Overview of Provisions
The CRC articles bring together civil, political, economic, social and cultural rights in one treaty. There are 42 rights given to children under the age of 18 and they are known as articles.
A number of these rights are already articulated in the global human rights treaties (e.g. the International Covenant on Civil and Political Rights (ICCPR) and apply to children as they apply to all persons. However, the CRC makes clear beyond doubt that children are entitled to these global rights. It also in some instances adds specific provisions focusing on children, such as the expansion of Article 6 (the right to life) to impose a duty that states should 'ensure to the maximum extent possible the survival and development of the child'.
The rights articulated in the CRC can be classified in four categories. These include:
a) Protection from abuse and exploitation
- Articles 11 (kidnapping and trafficking)
- Article 19 (protection from all forms of violence)
- Article 24 (health and health services)
- Article 32 (child labour)
- Article 33 (drug abuse)
- Article 34 (sexual exploitation)
- Article 35 (abduction)
- Article 36 (other forms of exploitation)
- Article 37 (torture and detention)
- Article 38 (war and armed conflict)
b) Prevention of harm (closely linked to protection)
- Article 6 (life, survival and development)

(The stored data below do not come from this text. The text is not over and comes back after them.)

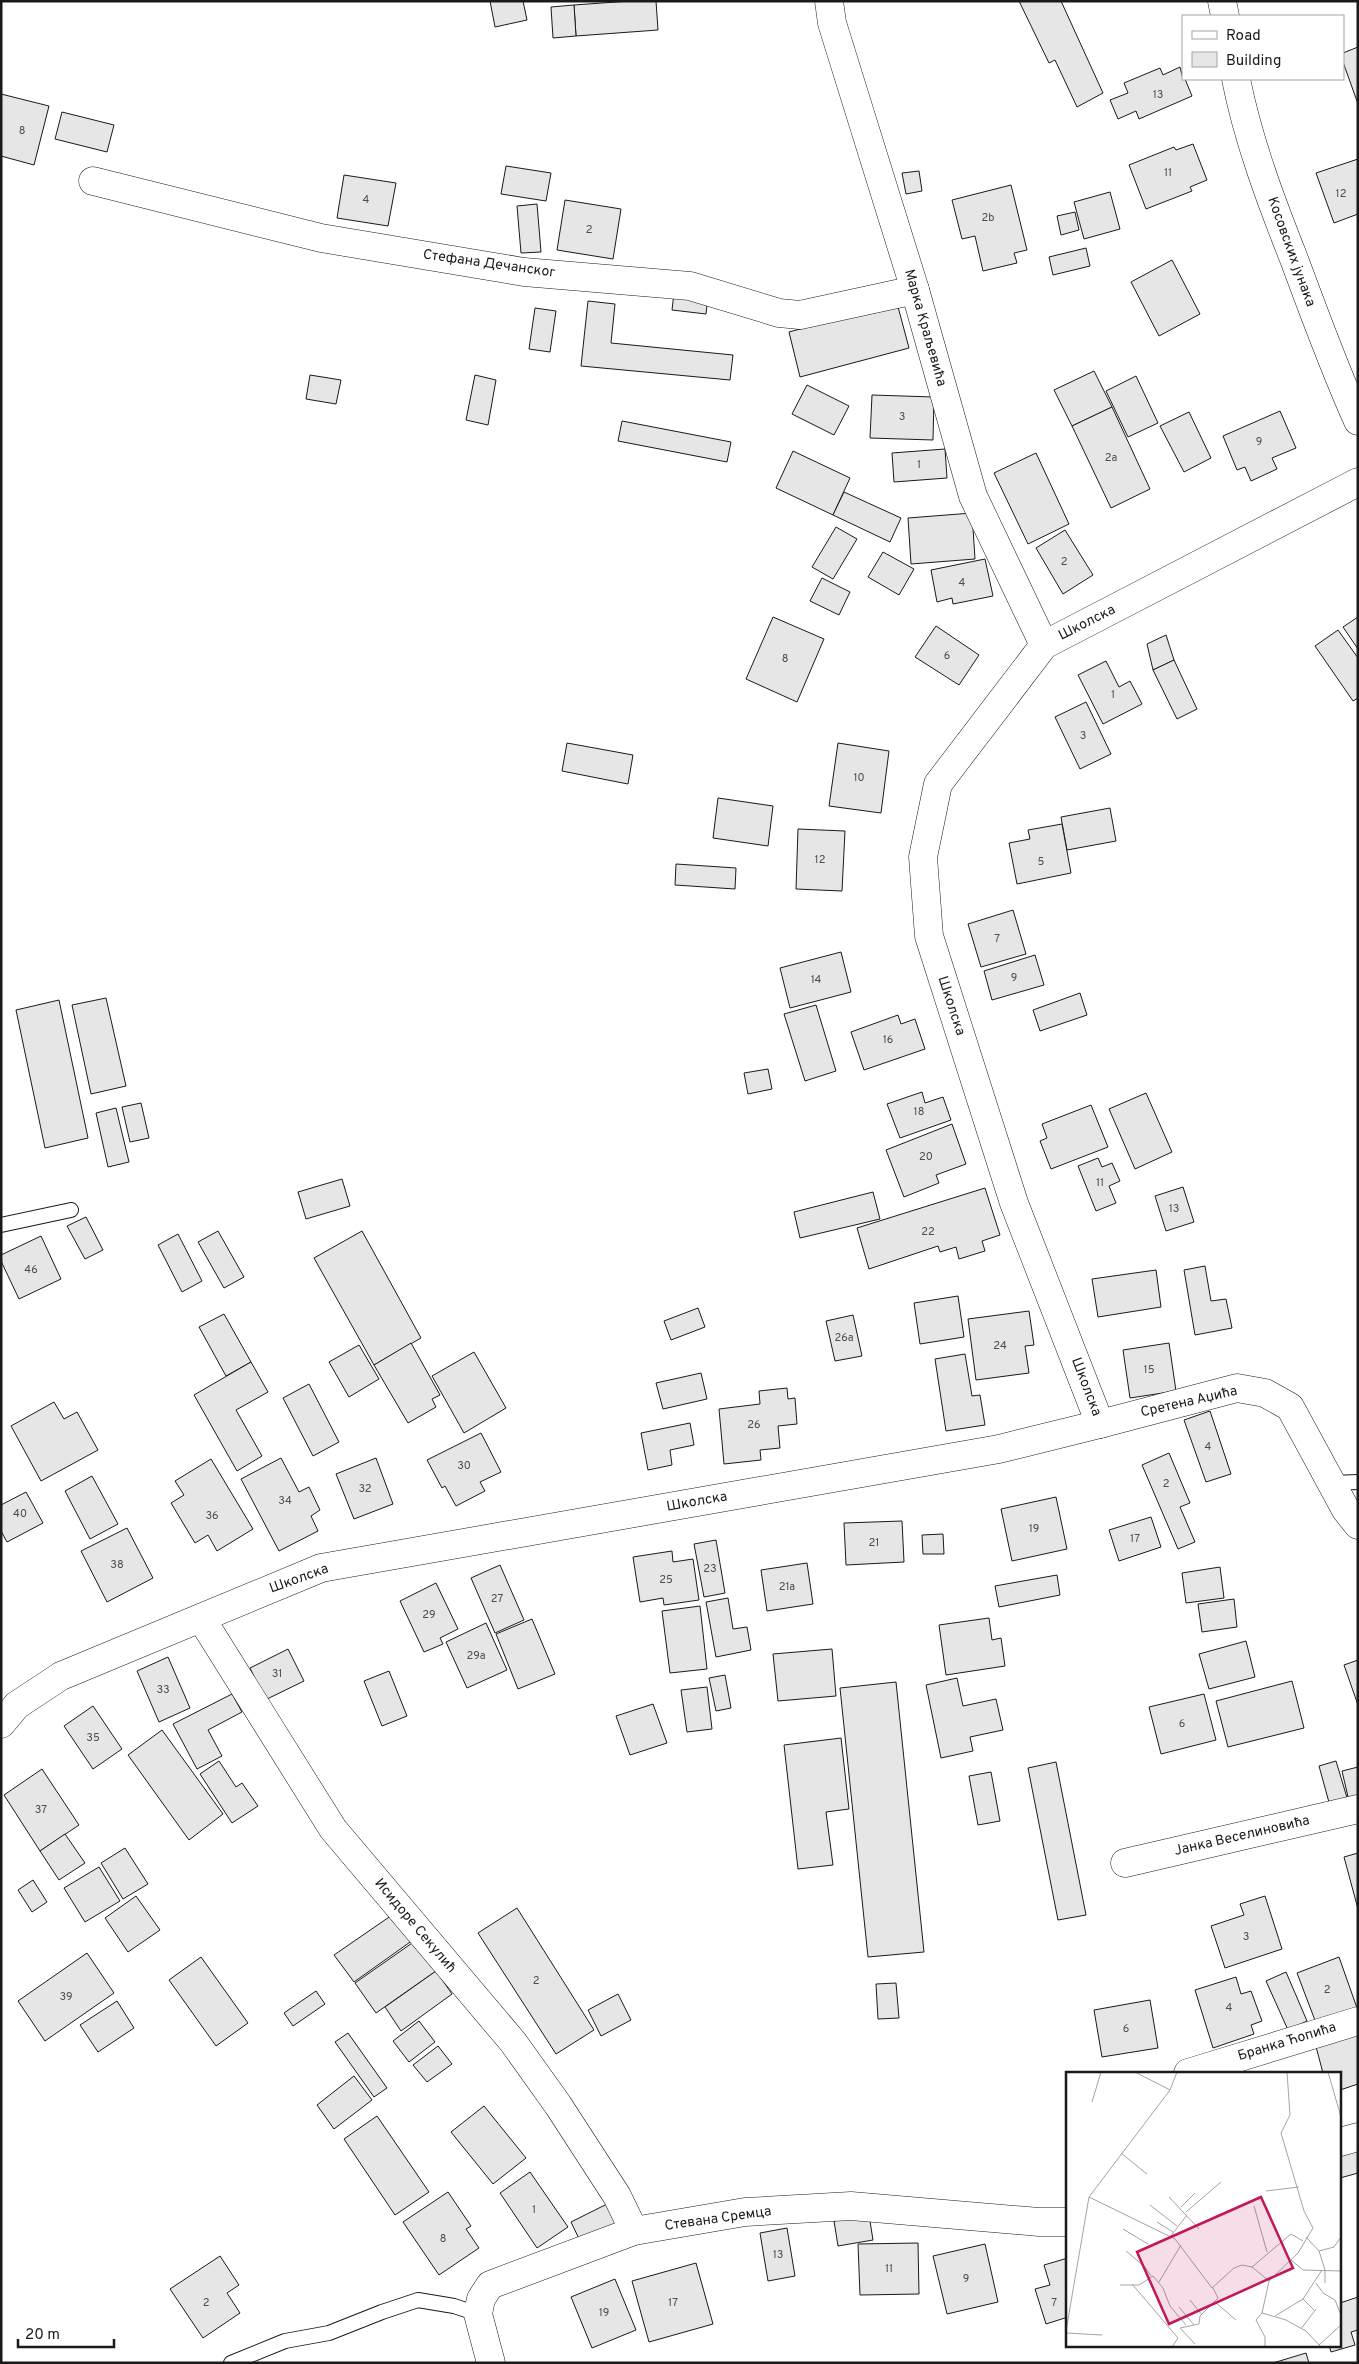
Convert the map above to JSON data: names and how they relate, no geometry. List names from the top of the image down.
{
  "streets": {
    "street": [
      "Косовских јунака",
      "Стефана Дечанског",
      "Марка Краљевића",
      "Школска",
      "Сретена Аџића",
      "Јанка Веселиновића",
      "Исидоре Секулић",
      "Бранка Ћопића",
      "Стевана Сремца"
    ]
  },
  "crossings": [
    ["Стефана Дечанског", "Марка Краљевића"],
    ["Марка Краљевића", "Школска"],
    ["Школска", "Сретена Аџића"],
    ["Школска", "Исидоре Секулић"],
    ["Исидоре Секулић", "Стевана Сремца"]
  ],
  "house_numbers": [
    "13",
    "8",
    "11",
    "12",
    "4",
    "2b",
    "2",
    "3",
    "9",
    "2a",
    "1",
    "2",
    "4",
    "6",
    "8",
    "1",
    "3",
    "10",
    "12",
    "5",
    "7",
    "9",
    "14",
    "16",
    "18",
    "20",
    "11",
    "13",
    "22",
    "46",
    "26a",
    "24",
    "15",
    "26",
    "4",
    "30",
    "2",
    "32",
    "34",
    "40",
    "36",
    "19",
    "17",
    "21",
    "38",
    "23",
    "25",
    "21a",
    "27",
    "29",
    "29a",
    "31",
    "33",
    "6",
    "35",
    "37",
    "3",
    "2",
    "2",
    "39",
    "4",
    "6",
    "1",
    "8",
    "13",
    "11",
    "9",
    "2",
    "17",
    "7",
    "19"
  ],
  "legend": ["Road", "Building"],
  "scale_bar": "20 m"
}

- Article 7 (registration, name, nationality and care)
- Article 8 (identity)
- Article 25 (review of care and treatment)

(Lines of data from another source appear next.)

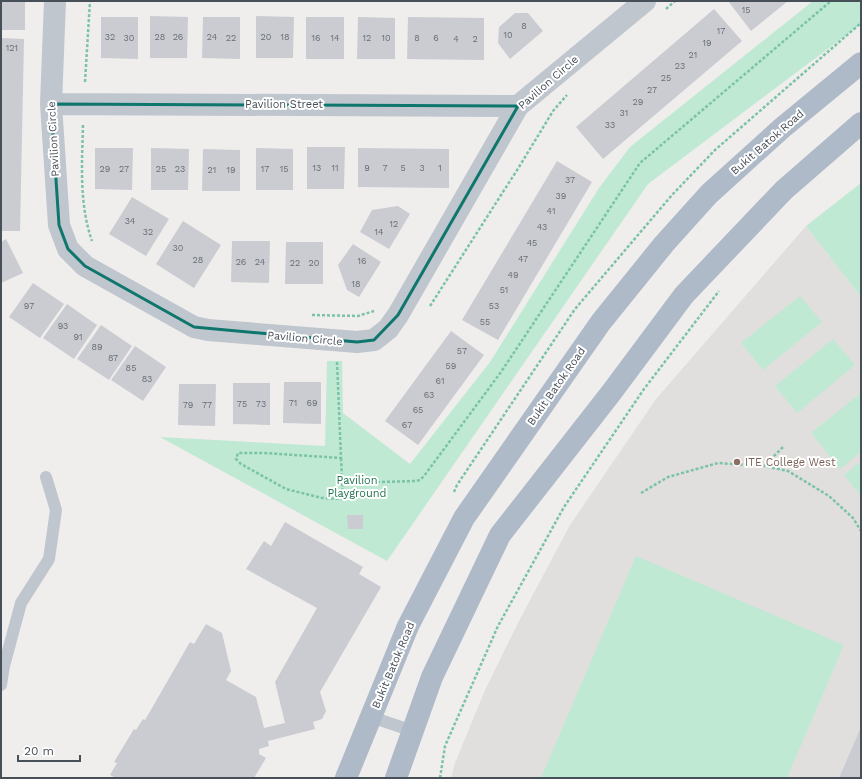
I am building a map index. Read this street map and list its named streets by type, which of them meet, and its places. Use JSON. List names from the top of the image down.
{
  "streets": {
    "main road": ["Bukit Batok Road"],
    "street": ["Pavilion Circle", "Pavilion Street"]
  },
  "crossings": [
    ["Pavilion Circle", "Pavilion Street"]
  ],
  "parks": ["Pavilion Playground"],
  "places": ["ITE College West"],
  "house_numbers": [
    "15",
    "8",
    "17",
    "10",
    "32",
    "28",
    "26",
    "24",
    "20",
    "18",
    "30",
    "22",
    "16",
    "14",
    "12",
    "10",
    "8",
    "6",
    "4",
    "2",
    "19",
    "121",
    "21",
    "23",
    "25",
    "27",
    "29",
    "31",
    "33",
    "13",
    "11",
    "9",
    "7",
    "5",
    "3",
    "1",
    "29",
    "27",
    "25",
    "23",
    "17",
    "15",
    "21",
    "19",
    "37",
    "39",
    "41",
    "34",
    "12",
    "43",
    "32",
    "14",
    "45",
    "30",
    "47",
    "28",
    "16",
    "26",
    "24",
    "22",
    "20",
    "49",
    "18",
    "51",
    "97",
    "53",
    "55",
    "93",
    "91",
    "89",
    "57",
    "87",
    "59",
    "85",
    "83",
    "61",
    "63",
    "71",
    "69",
    "75",
    "73",
    "79",
    "77",
    "65",
    "67"
  ],
  "scale_bar": "20 m"
}
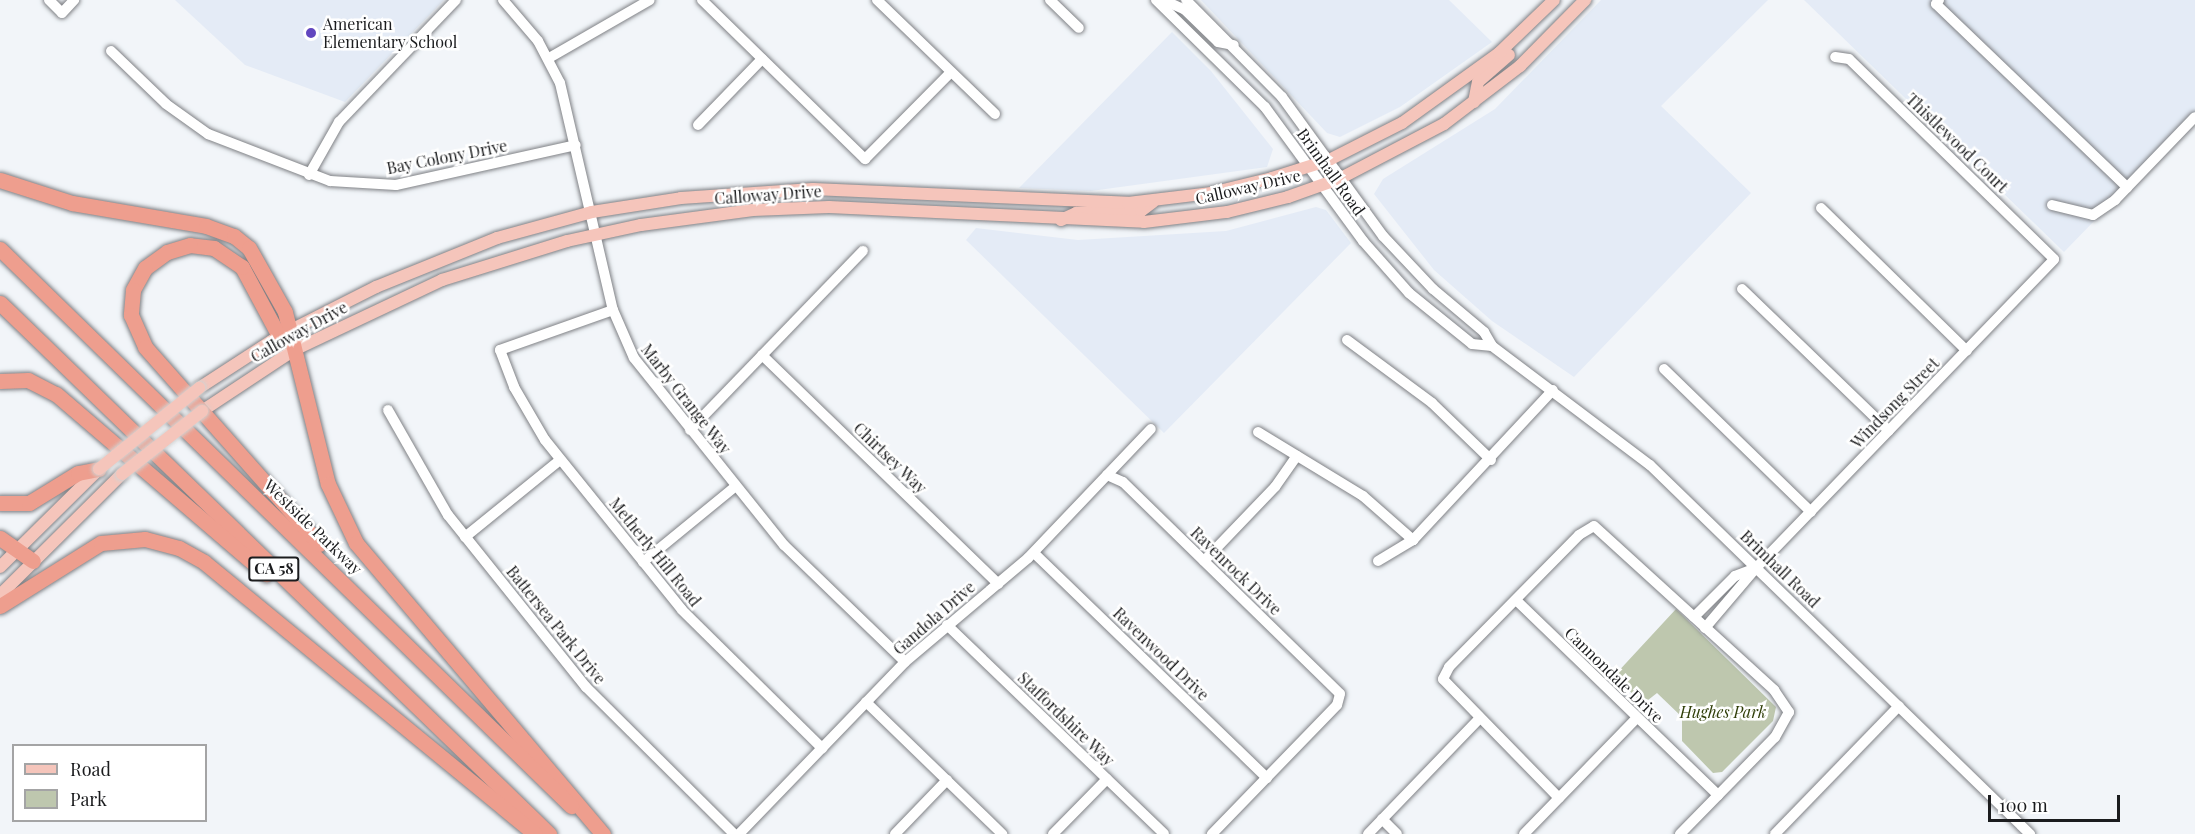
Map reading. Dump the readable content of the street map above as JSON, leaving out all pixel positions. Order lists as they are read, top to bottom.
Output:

c) Provision to meet basic needs – largely economic and social rights
- Article 3(3) (good standards in institutions etc for children)
- Article 6 (life, survival and development)
- Article 23 (adequate care for the disabled)
- Article 24 (right to health and health services)
- Article 26 (social security)
- Article 27 (adequate standard of living)
d) Participation in matters affecting the life of the child
- Article 12 (views of the child)
- Article 13 (freedom of expression)
- Article 14 (freedom of thought)
- Article 15 (freedom of association)
- Article 17 (access to information)
Previous provisions in legal instruments regarding children focused on the first three categories above. The inclusion of participation rights, and especially Article 12, was quite a radical new departure.
The UN Committee on the Rights of the Child
One of the main roles of the Committee on the Rights of the Child is in monitoring state reports. Under Article 44, states are to submit reports on the measures they have adopted to give effect to the UNCRC and on the progress made. These reports are to be submitted within two years of ratifying the UNCRC and every five years after that. The committee has set out guidelines for both initial reports and periodic reports.
One member of the committee acts as a rapporteur for each report, and draws up questions to be put to the country representatives who appear before the committee. There follows a public hearing, where the aim is to have a 'constructive dialogue'. After this, the committee draws up its concluding observations on the state report, in which it can make strong and detailed recommendations. The country concerned should then act on these recommendations and summarise progress in its next report.
Children Act 1989/2004 and Every Child Matters 2003
Children Act 1989
The Children Act 1989 covers some key issues such as parent and child relationships; public child care law dealing with services to prevent family breakdown and emphasise child protection; and support for children with disabilities. It aims to strike a better balance between the duty to protect children but also allow parents to challenge the upbringing of the child and it strengthens the relationship between local authorities and parents. Some key principles are that the child’s welfare must be the paramount consideration and agencies have a duty to review the wishes and feelings of the child. The act also reinforces the role of local authorities to manage services.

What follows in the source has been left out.